UMaine geologist to discuss fate of Mississippi Delta

Joseph T. Kelley, a marine geologist and sedimentologist who focuses on shoreline issues, gives a talk titled The Destruction and Proposed Reconstruction of the Mississippi River Delta at 7 p.m. Thursday, Oct. 13, in Room 204 of Carnegie Science Hall, 44 Campus Ave.

The lecture is open to the public at no cost.

Kelley’s talk is timely in view of the devastating effects of hurricanes Katrina and Rita on the Mississippi delta and the Gulf shoreline. A professor in the department of geological sciences and in the School of Marine Sciences at the University of Maine, he edited the book Living with the Louisiana Shore (1984), part of the Duke University Press Living with the Shore series. The talk, sponsored by the Bates geology department, is open to the public at no cost.
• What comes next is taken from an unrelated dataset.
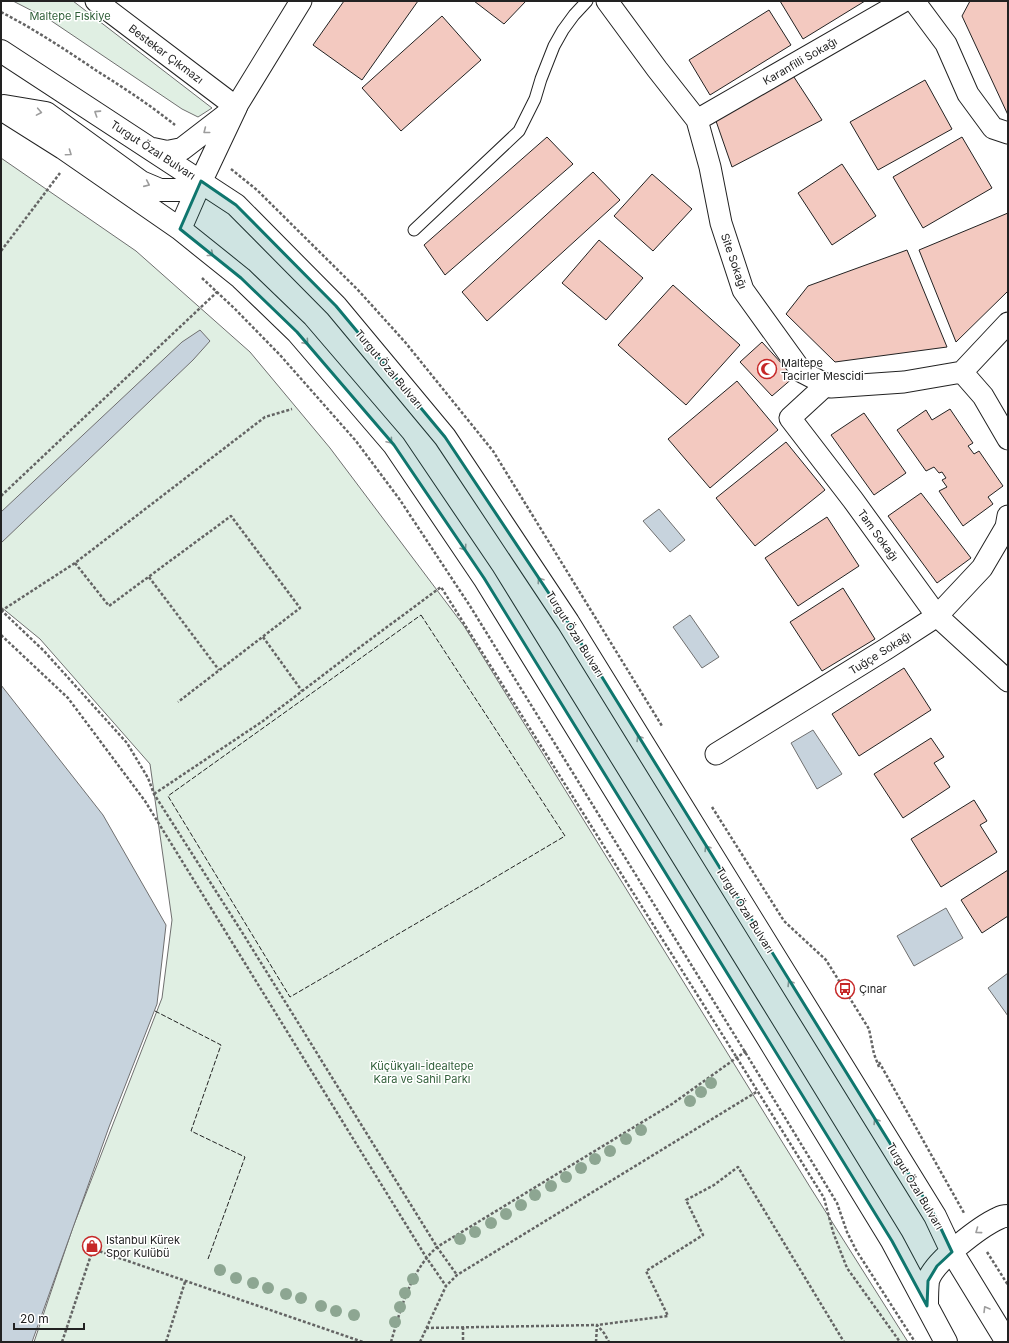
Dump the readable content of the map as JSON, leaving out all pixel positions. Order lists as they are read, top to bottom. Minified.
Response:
{"streets":{"highway":["Turgut Özal Bulvarı"],"street":["Bestekar Çıkmazı","Karanfilli Sokağı","Site Sokağı","Tam Sokağı","Tuğçe Sokağı"]},"crossings":[["Karanfilli Sokağı","Site Sokağı"],["Site Sokağı","Tam Sokağı"],["Tam Sokağı","Tuğçe Sokağı"]],"parks":["Maltepe Fıskiye","Küçükyalı-İdealtepe Kara ve Sahil Parkı"],"places":{"mosque":["Maltepe Tacirler Mescidi"],"bus stop":["Çınar"],"shop":["Istanbul Kürek Spor Kulübü"]},"scale_bar":"20 m"}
A Maine native, Kelley is known as an effective advocate of shoreline protection, described as “Maine’s coastal conscience” by the Maine Audubon Society. He was the lead author of another in the Living with the Shore series, 1989’s influential Living with the Coast of Maine. A 2002 profile in UMaine Today, the university magazine, described Kelley as “a guiding force behind the most environmentally protective coastal management regulations in the nation.”

His current projects include the mapping of landslide hazards along the Maine coast, the study of how salt-marsh plants and animals respond to tidal changes caused by inlet dredging and the profiling of Maine’s sandy developed beaches, an effort that involves homeowner-volunteers in the research.